Date of Graduation

5-2014

Document Type

Thesis

Degree Name

Master of Arts in Sociology (MA)

Degree Level

Graduate

Department

Sociology and Criminal Justice

Advisor

Mindy S. Bradley

Committee Member

Rodney L. Engen

Second Committee Member

Jeffrey A. Gruenewald

Abstract

Criminal justice research often finds gender-based differences with regard to both perpetration and responses to offending. These data indicate that, overall, women's crime rates are far below those of their male counterparts and that women commit less serious offenses. That is there are distinct patterns of offending across sex.
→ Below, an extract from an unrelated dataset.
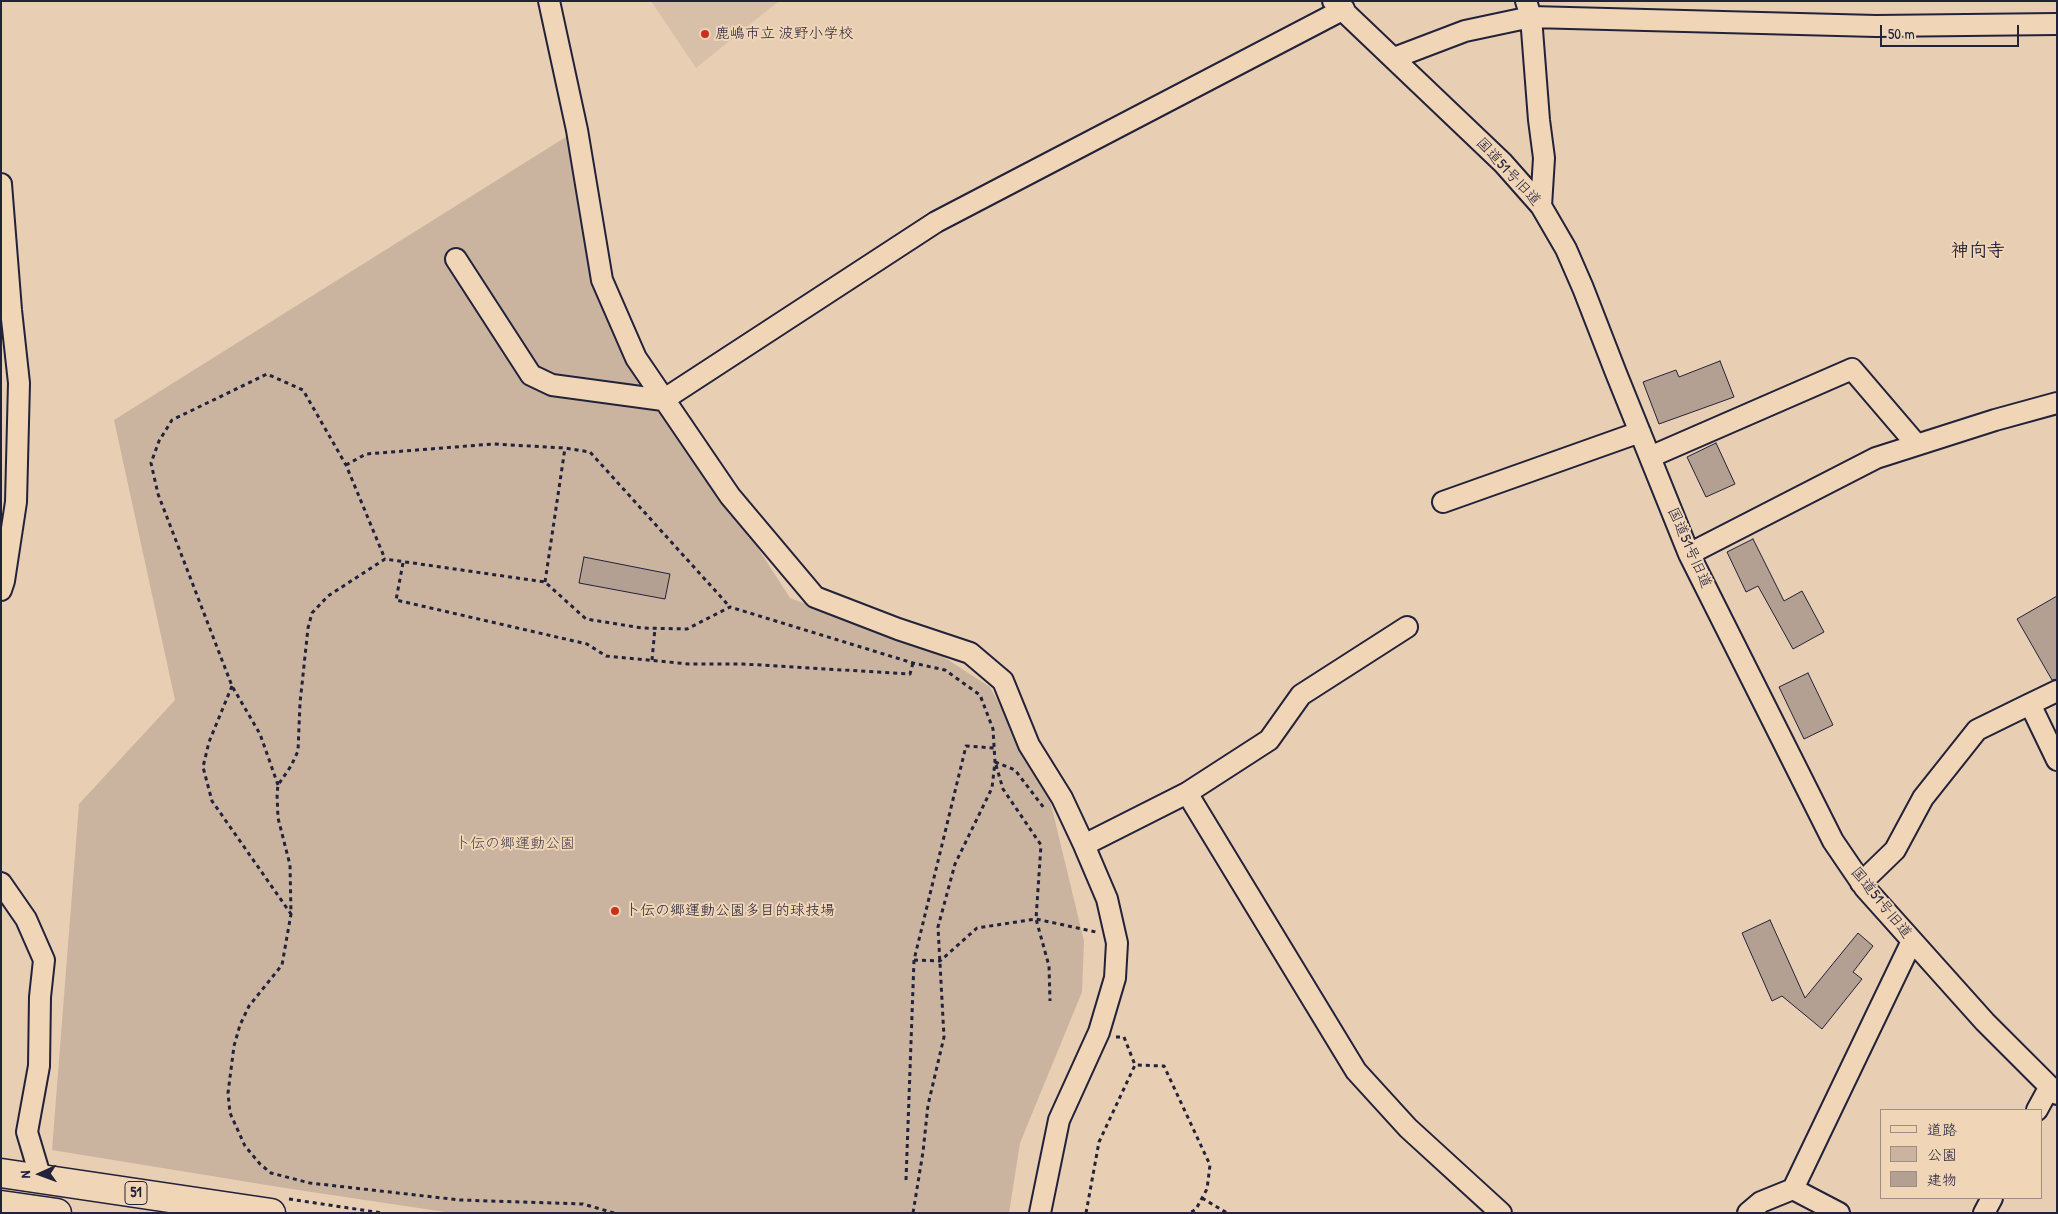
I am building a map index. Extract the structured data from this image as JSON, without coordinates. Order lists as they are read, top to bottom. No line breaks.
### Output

In addition, justice responses tend to favor women, in that female offenders fare better than men particular in areas of arrest, prosecution, and sentencing. While previous research explores patterns of crime between male and female offenders, focusing primarily on drug or violent crimes such as homicide, there has been very little that has examined gender differences in domestic violence offenders and violators of protection orders. And even less is known about how the justice system responds to these perpetrators. But explanations of responses to other types of offenders may provide some insight. This study explores gender differences in offending patterns among offenders arrested for violating protection orders. Specifically, I compare the characteristics of male and female violators with regard to age, criminal history, commission of additional offenses, and type of additional offenses. I also examine how these cases are processed by our justice system, identifying the depth of adjudication (dismissal, conviction, and sentence), in order to determine if there are gender differences in these outcomes.